On Thu, 23 Apr 2009, Basil Mohamed Gohar wrote:
On 04/23/2009 12:26 AM, Mike McGrath wrote:
> On Thu, 23 Apr 2009, Basil Mohamed Gohar wrote:
>
> > Actually, I think the Fedora Infrastructure team, from what I've
> > witnessed, is
> > more the capable of doing this. Unless I'm totally clueless (which I may
> > be),
> > if Fedora Infrastructure undertook running an issue tracking system
> > themselves, I do not think it would be the most complex system in the
> > whole
> > project. I think they handle far more challenging tasks on a day-to-day
> > basis.
> >
> >
>
> Nothing personal but you're not in a position to make this judgement.
> We've not even setup a test version populated with data about the size
> that would be required for Fedora so no analysis of what we could or could
> not do has been done.
>
> -Mike
I know that. I'm just a Fedora user. This thread is exploratory, and I'm
trying to get this kind of information out there. I didn't mean to speak for
the team at all, I just wanted to say I think greater problems have been
tackled.
Is Bugzilla so hard to manage, though? Is the data really that enormous?

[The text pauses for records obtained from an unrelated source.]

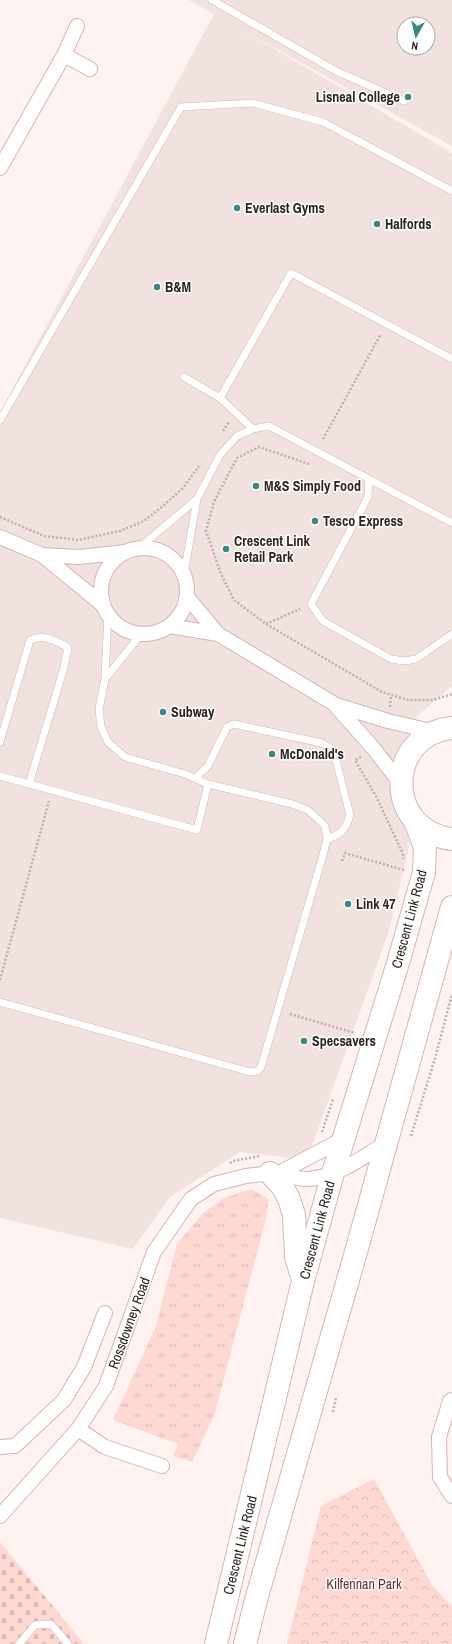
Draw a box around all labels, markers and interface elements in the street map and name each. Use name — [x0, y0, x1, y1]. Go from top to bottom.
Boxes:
north arrow — [396, 16, 436, 56]
text: N — [410, 39, 419, 53]
place label: Lisneal College — [316, 88, 400, 106]
marker: Lisneal College — [403, 92, 413, 102]
place label: Everlast Gyms — [245, 199, 325, 217]
marker: Everlast Gyms — [232, 203, 242, 213]
place label: Halfords — [385, 215, 432, 233]
marker: Halfords — [372, 219, 382, 229]
place label: B&M — [165, 278, 191, 296]
marker: B&M — [152, 282, 162, 292]
place label: M&S Simply Food — [264, 477, 361, 495]
marker: M&S Simply Food — [251, 481, 261, 491]
place label: Tesco Express — [323, 512, 403, 530]
marker: Tesco Express — [310, 516, 320, 526]
place label: Crescent Link Retail Park — [234, 532, 311, 566]
marker: Crescent Link Retail Park — [221, 544, 231, 554]
place label: Subway — [171, 703, 215, 721]
marker: Subway — [158, 707, 168, 717]
place label: McDonald's — [280, 745, 344, 763]
marker: McDonald's — [267, 749, 277, 759]
street label: Crescent Link Road — [387, 868, 431, 970]
place label: Link 47 — [356, 895, 396, 913]
marker: Link 47 — [343, 899, 353, 909]
place label: Specsavers — [312, 1032, 376, 1050]
marker: Specsavers — [299, 1036, 309, 1046]
street label: Crescent Link Road — [295, 1179, 339, 1281]
street label: Rossdowney Road — [104, 1275, 154, 1371]
street label: Crescent Link Road — [219, 1494, 261, 1596]
park label: Kilfennan Park — [326, 1575, 402, 1593]

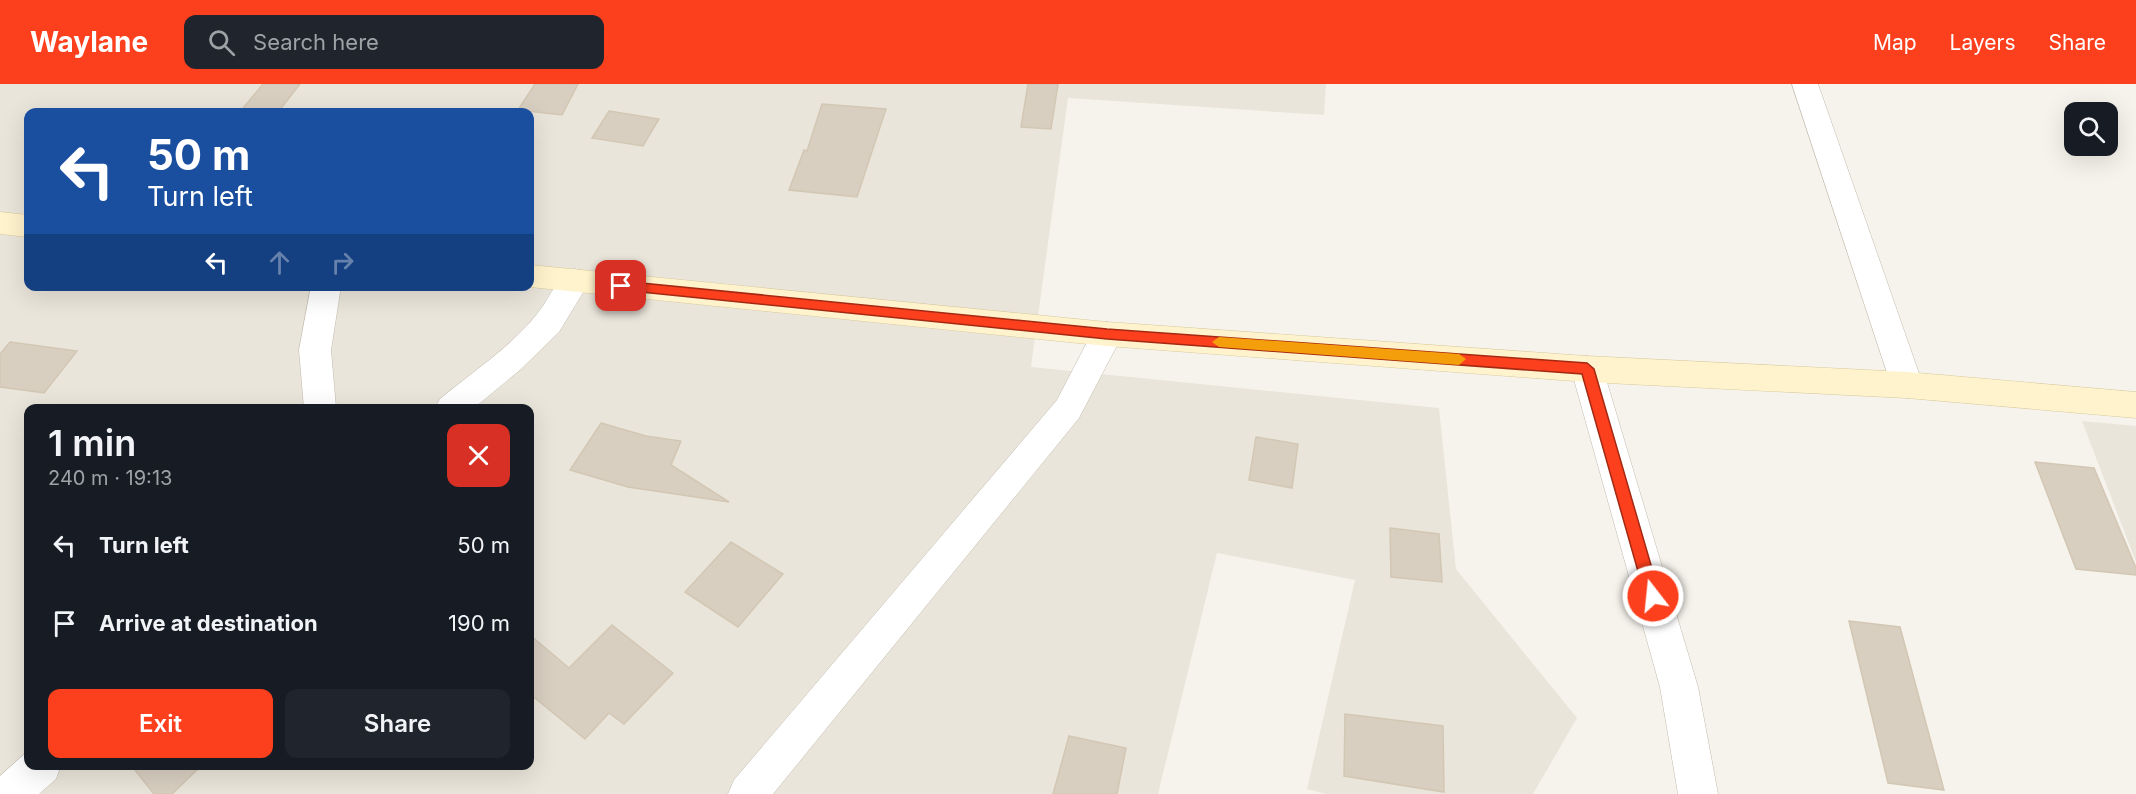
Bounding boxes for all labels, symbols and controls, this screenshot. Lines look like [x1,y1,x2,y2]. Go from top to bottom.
search box [184,15,604,69]
text: Waylane [30,25,148,59]
icon: search [205,26,238,59]
text: Search here [253,29,379,55]
text: Map [1873,30,1917,55]
text: Layers [1950,30,2016,55]
text: Share [2049,30,2106,55]
map controls [2064,102,2118,156]
button: search [2064,102,2118,156]
text: 50 m [147,129,250,180]
icon: left [48,132,126,210]
text: Turn left [147,180,253,213]
icon: left [200,246,233,279]
icon: ahead [263,246,296,279]
icon: right [326,246,359,279]
pin [595,260,646,311]
icon: arrive [604,269,637,302]
text: 1 min [48,421,136,465]
button: close [447,424,510,487]
text: 240 m · 19:13 [48,466,172,490]
icon: left [48,529,81,562]
text: Turn left [99,532,189,558]
text: 50 m [457,532,510,558]
position arrow [1621,564,1685,628]
icon: arrive [48,607,81,640]
text: Arrive at destination [99,610,318,636]
text: 190 m [448,610,510,636]
button: Exit [48,689,273,758]
button: Share [285,689,510,758]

"I don't know" and "I don't know" which is why I can't
say "yes we can do
that" or "no we can't do that"
Another example that comes to mind, though definitely not
apples-to-apples,
was the migration from MoinMoin to MediaWiki. Yes, I realize Bugzilla does
much more than a wiki does, but I witnessed a lot of the process of that
migration, and yes, it's still ongoing, and there was stumbling along the way.
But the community really came together on that and helped-out. I also realize
that currently, Bugzilla is much more of a core app to both Fedora & Red Hat
than the Wiki is or likely ever will be. But the concept of migrating a
system is not new to Fedora. The key is how can we leverage the community to
help with it.
Lots of pre-work went into that to determine its feasibility. With
bugzilla we're not even at the "could we" stage, we're still at the
"should we try" stage of which I only play a small part of.